Algorithmic Composition: motive

A control function with a particular shape can serve a role similar to a traditional musical motive. Even when it is modified in duration, rhythm, or shape, its relation to the original remains evident and it serves to unify a larger composition. A motive or shape might be recognizable at different structural/temporal levels, in which case the form may take on a "fractal" or "self-similar" character.

In other chapters we've taken some first and intermediate steps to progressively increase the complexity of examples in which a control function modulates another modulator of the same shape, such that a single shaped is used at different formal levels in a somewhat self-similar manner.

Here's a more full blown example of a single control function used to modulate a sound at many formal levels, with modulators modulating other modulators, in this case including the parameters of pitch, note rate, volume, and panning (location).

The carrier sound is a triangle wave oscillator, in the tri~ object.
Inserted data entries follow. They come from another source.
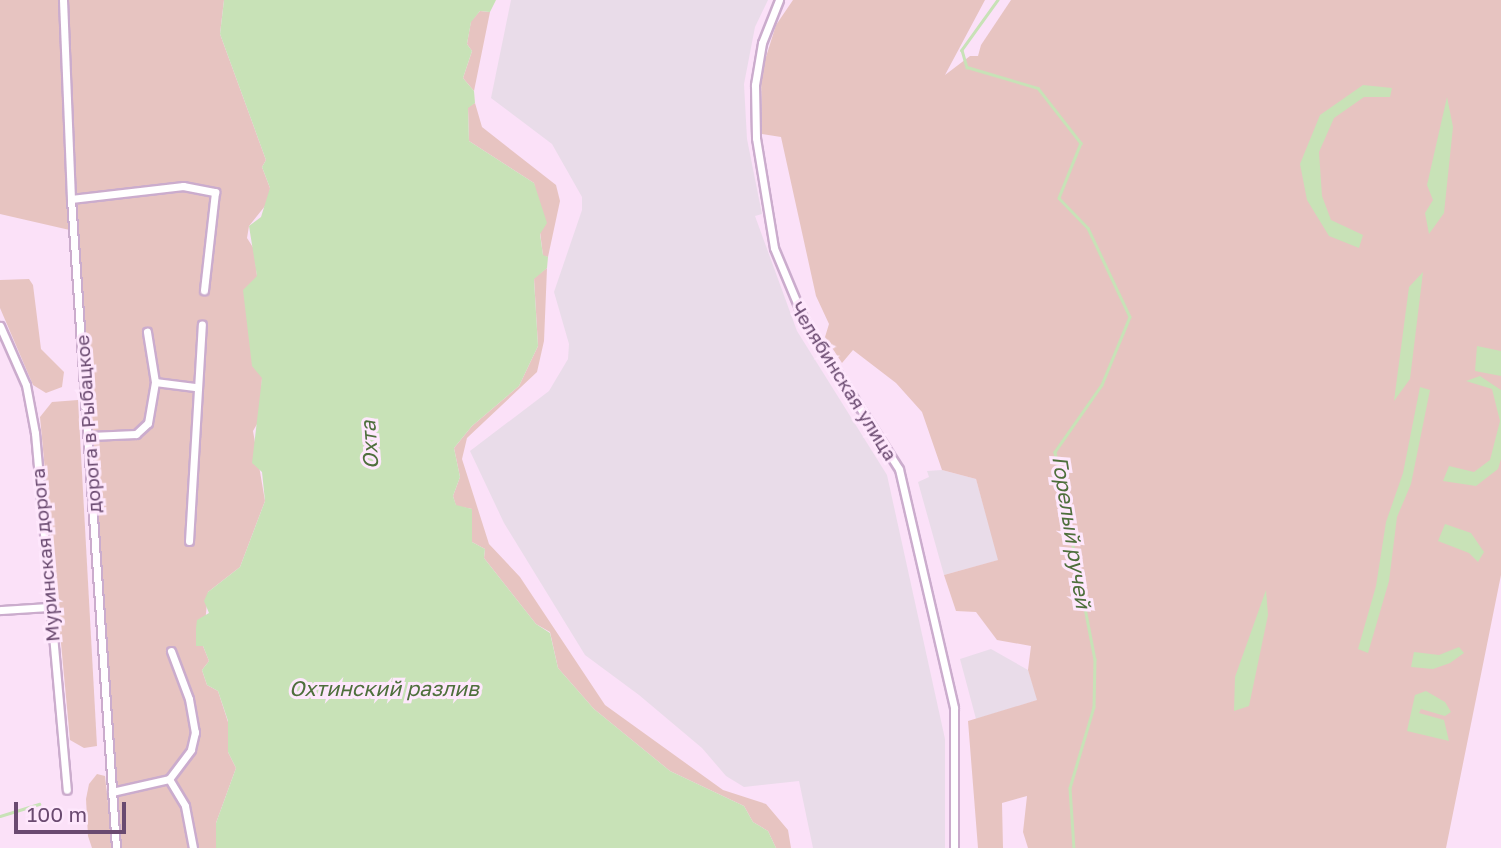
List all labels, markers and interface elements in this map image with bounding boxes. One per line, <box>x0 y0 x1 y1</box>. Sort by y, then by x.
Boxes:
street label: Челябинская улица <box>786 297 902 465</box>
street label: дорога в Рыбацкое <box>70 334 106 514</box>
water label: Охта <box>355 420 383 470</box>
water label: Горелый ручей <box>1048 454 1096 610</box>
street label: Муринская дорога <box>26 467 64 643</box>
water label: Охтинский разлив <box>289 675 479 701</box>
scale bar <box>18 788 130 832</box>
text: 100 m <box>27 801 87 827</box>

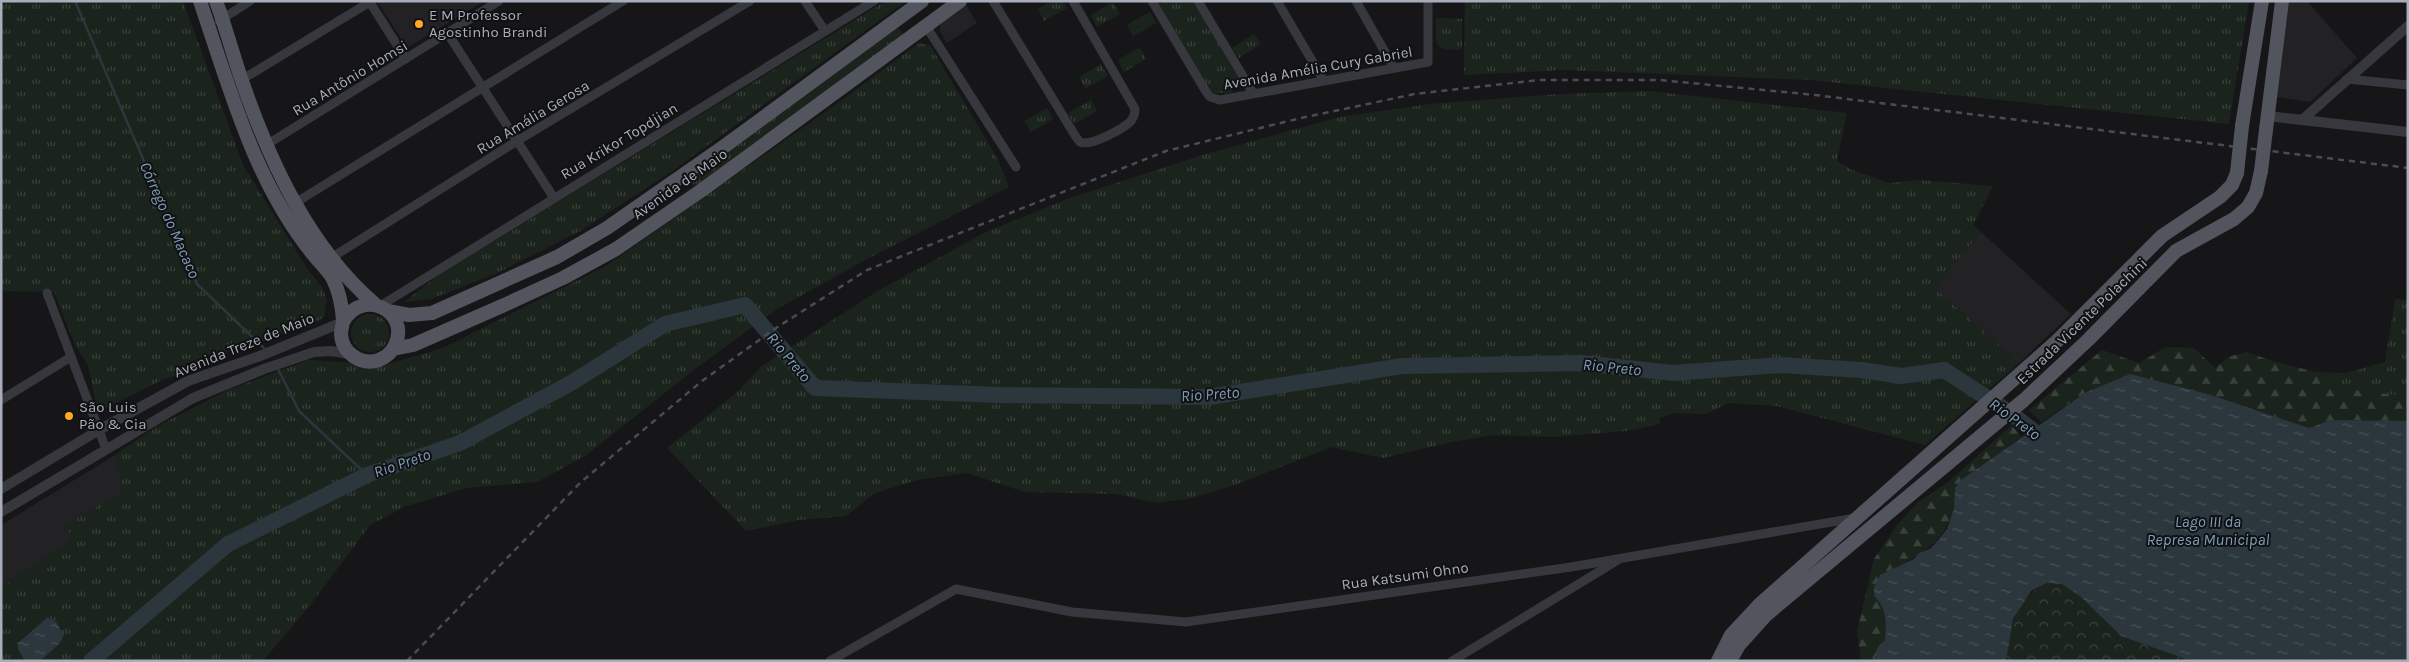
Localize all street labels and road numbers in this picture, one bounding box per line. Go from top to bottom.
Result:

The volume of that oscillator is continually modulated in a way that actually separates it into individual notes; it is windowed by a repeating triangular shape going from 0 to 1 and back to 0--the first half of the triangle function stored in the wavetable in the buffer~. The rate of those notes is itself modulated by a triangle function, varying from 1 to 15 notes per second every 25 seconds (the rate is varied up and down + and - 7 from a central rate of 8 Hz, by a triangle oscillator with a rate of 0.04 Hz).

The volume of the sound is further modulated by another triangular LFO that creates a swell and dip of + and - 15 dB in the overall volume every ten seconds, to give a periodic crescendo and diminuendo spanning 30 decibels, which is about as much as most instrumentalists do in practice, even though their instruments are often technically capable of a wider range of intensities.

The pitch of the sound is modulated in almost exactly the same way as was demonstrated in another article. The pitch glides in a triangular shape around a central pitch that is itself slowly changing in a triangular shape over a span of every 50 seconds. The rate of the glissandi varies from 1 to 15 Hz, varying triangularly in a 20-second cycle. The depth of the glissandi varies from + and - 0 to 12 semitones, controlled by a 15-second cycle (perceptually a 7.5-second cycle).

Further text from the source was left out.